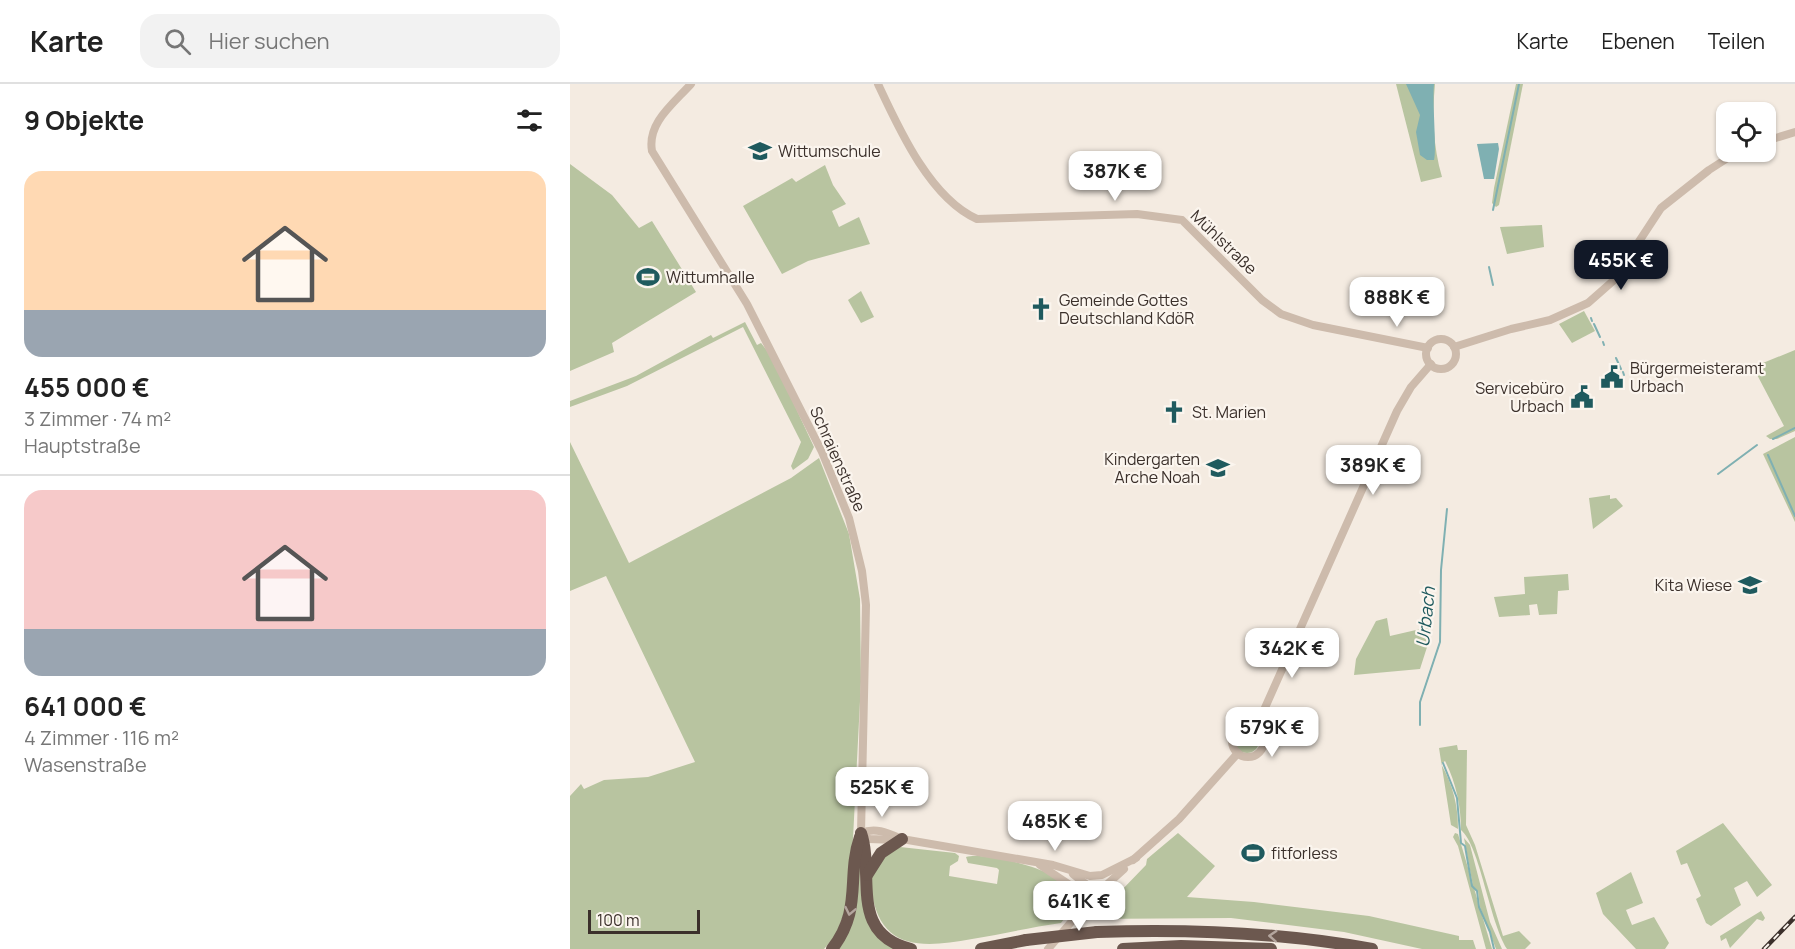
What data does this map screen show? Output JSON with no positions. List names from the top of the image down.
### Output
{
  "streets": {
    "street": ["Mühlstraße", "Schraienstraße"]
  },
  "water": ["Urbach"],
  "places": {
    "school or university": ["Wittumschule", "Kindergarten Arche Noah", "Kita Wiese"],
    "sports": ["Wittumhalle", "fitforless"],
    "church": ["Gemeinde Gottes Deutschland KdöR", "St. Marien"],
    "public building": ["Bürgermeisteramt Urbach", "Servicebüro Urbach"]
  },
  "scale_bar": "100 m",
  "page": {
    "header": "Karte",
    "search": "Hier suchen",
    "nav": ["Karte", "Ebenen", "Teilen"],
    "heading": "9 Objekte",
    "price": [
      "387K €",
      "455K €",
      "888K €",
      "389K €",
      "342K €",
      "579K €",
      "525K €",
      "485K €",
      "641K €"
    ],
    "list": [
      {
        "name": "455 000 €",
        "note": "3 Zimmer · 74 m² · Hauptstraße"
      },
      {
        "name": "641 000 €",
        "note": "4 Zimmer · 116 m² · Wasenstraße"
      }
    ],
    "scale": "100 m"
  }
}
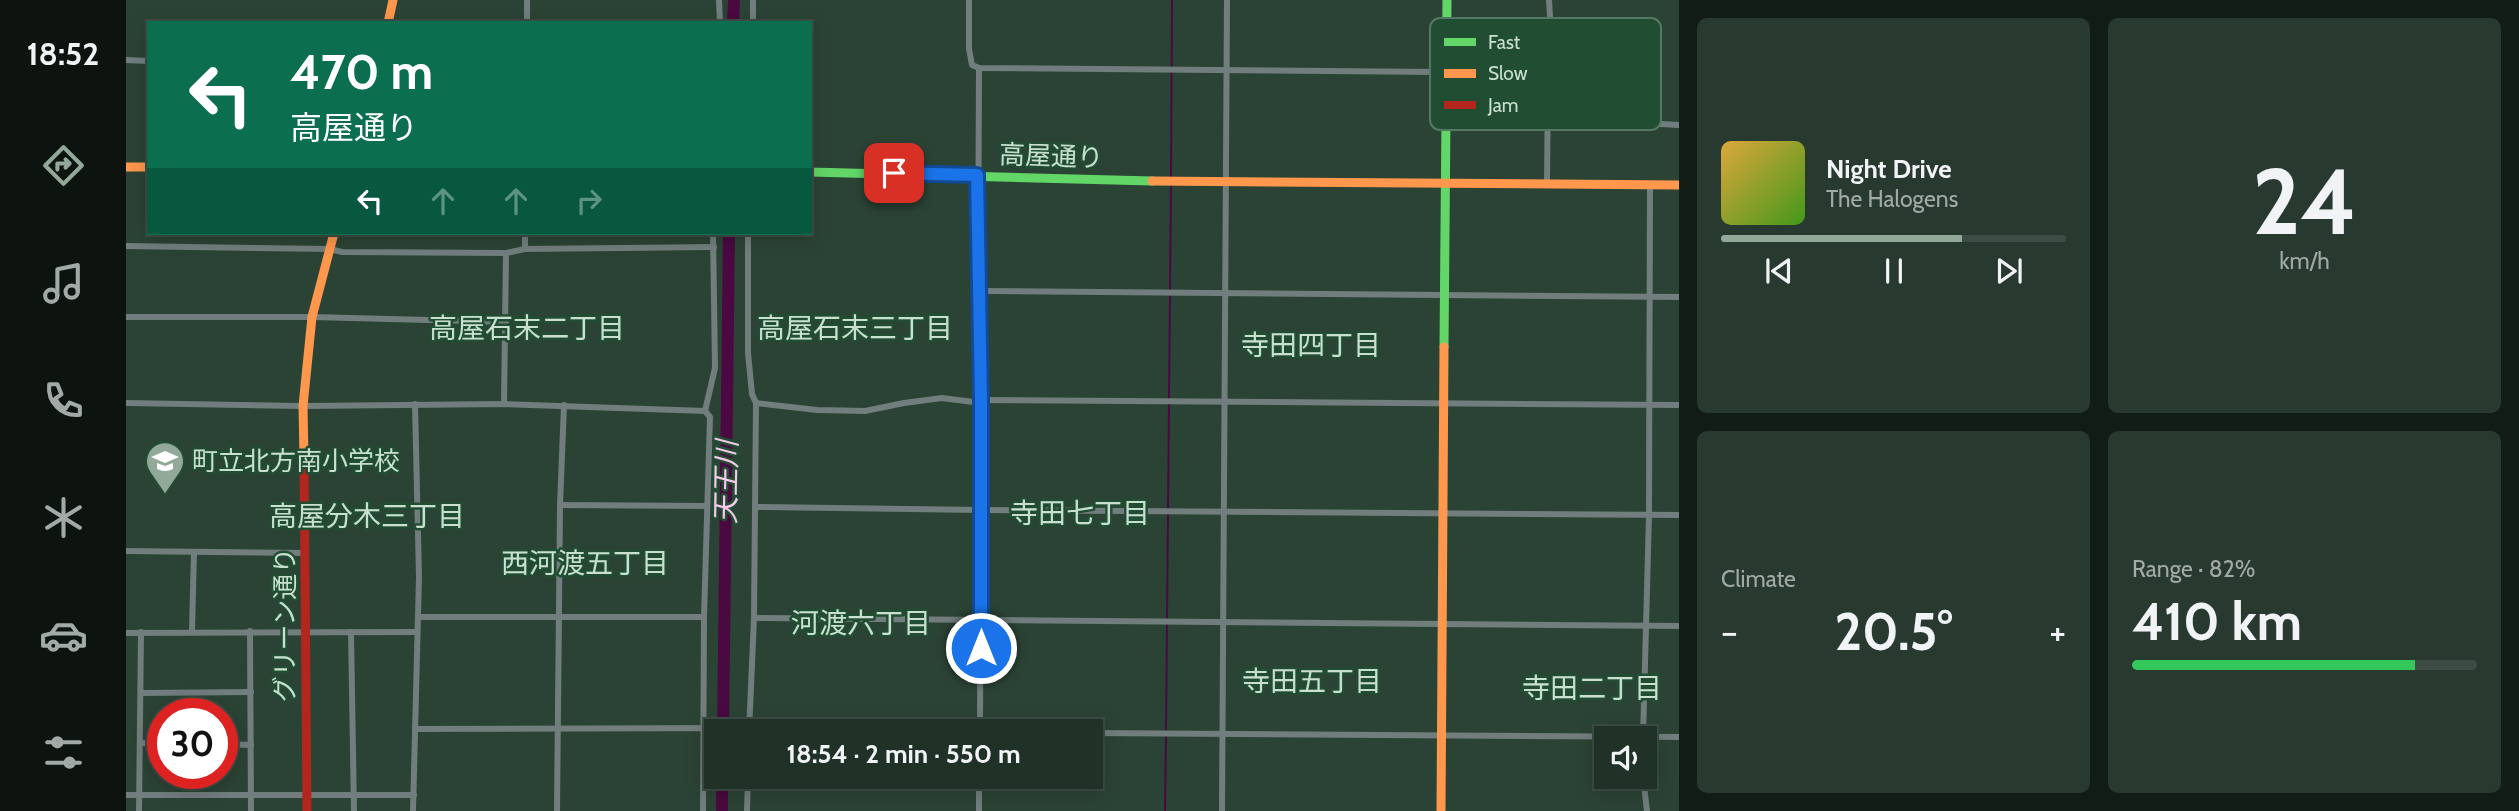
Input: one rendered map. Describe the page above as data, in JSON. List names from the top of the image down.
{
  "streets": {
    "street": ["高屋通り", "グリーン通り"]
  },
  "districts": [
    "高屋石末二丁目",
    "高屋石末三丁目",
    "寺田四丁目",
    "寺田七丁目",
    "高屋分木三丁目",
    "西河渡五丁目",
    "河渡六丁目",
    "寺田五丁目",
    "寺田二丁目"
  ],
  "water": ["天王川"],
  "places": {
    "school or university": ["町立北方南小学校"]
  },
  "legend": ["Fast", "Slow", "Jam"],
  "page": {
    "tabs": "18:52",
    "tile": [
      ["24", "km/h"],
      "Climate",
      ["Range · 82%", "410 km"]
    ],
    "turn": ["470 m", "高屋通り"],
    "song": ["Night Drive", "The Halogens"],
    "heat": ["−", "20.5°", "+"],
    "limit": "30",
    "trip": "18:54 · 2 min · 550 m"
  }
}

=======

**Required work:**
The listing above is to be written out again exactly, with its pictures omitted.

**Solution for this task:**
What data does this map screen show? Output JSON with no positions. List names from the top of the image down.
### Output
{
  "streets": {
    "street": ["Mühlstraße", "Schraienstraße"]
  },
  "water": ["Urbach"],
  "places": {
    "school or university": ["Wittumschule", "Kindergarten Arche Noah", "Kita Wiese"],
    "sports": ["Wittumhalle", "fitforless"],
    "church": ["Gemeinde Gottes Deutschland KdöR", "St. Marien"],
    "public building": ["Bürgermeisteramt Urbach", "Servicebüro Urbach"]
  },
  "scale_bar": "100 m",
  "page": {
    "header": "Karte",
    "search": "Hier suchen",
    "nav": ["Karte", "Ebenen", "Teilen"],
    "heading": "9 Objekte",
    "price": [
      "387K €",
      "455K €",
      "888K €",
      "389K €",
      "342K €",
      "579K €",
      "525K €",
      "485K €",
      "641K €"
    ],
    "list": [
      {
        "name": "455 000 €",
        "note": "3 Zimmer · 74 m² · Hauptstraße"
      },
      {
        "name": "641 000 €",
        "note": "4 Zimmer · 116 m² · Wasenstraße"
      }
    ],
    "scale": "100 m"
  }
}
Input: one rendered map. Describe the page above as data, in JSON. List names from the top of the image down.
{
  "streets": {
    "street": ["高屋通り", "グリーン通り"]
  },
  "districts": [
    "高屋石末二丁目",
    "高屋石末三丁目",
    "寺田四丁目",
    "寺田七丁目",
    "高屋分木三丁目",
    "西河渡五丁目",
    "河渡六丁目",
    "寺田五丁目",
    "寺田二丁目"
  ],
  "water": ["天王川"],
  "places": {
    "school or university": ["町立北方南小学校"]
  },
  "legend": ["Fast", "Slow", "Jam"],
  "page": {
    "tabs": "18:52",
    "tile": [
      ["24", "km/h"],
      "Climate",
      ["Range · 82%", "410 km"]
    ],
    "turn": ["470 m", "高屋通り"],
    "song": ["Night Drive", "The Halogens"],
    "heat": ["−", "20.5°", "+"],
    "limit": "30",
    "trip": "18:54 · 2 min · 550 m"
  }
}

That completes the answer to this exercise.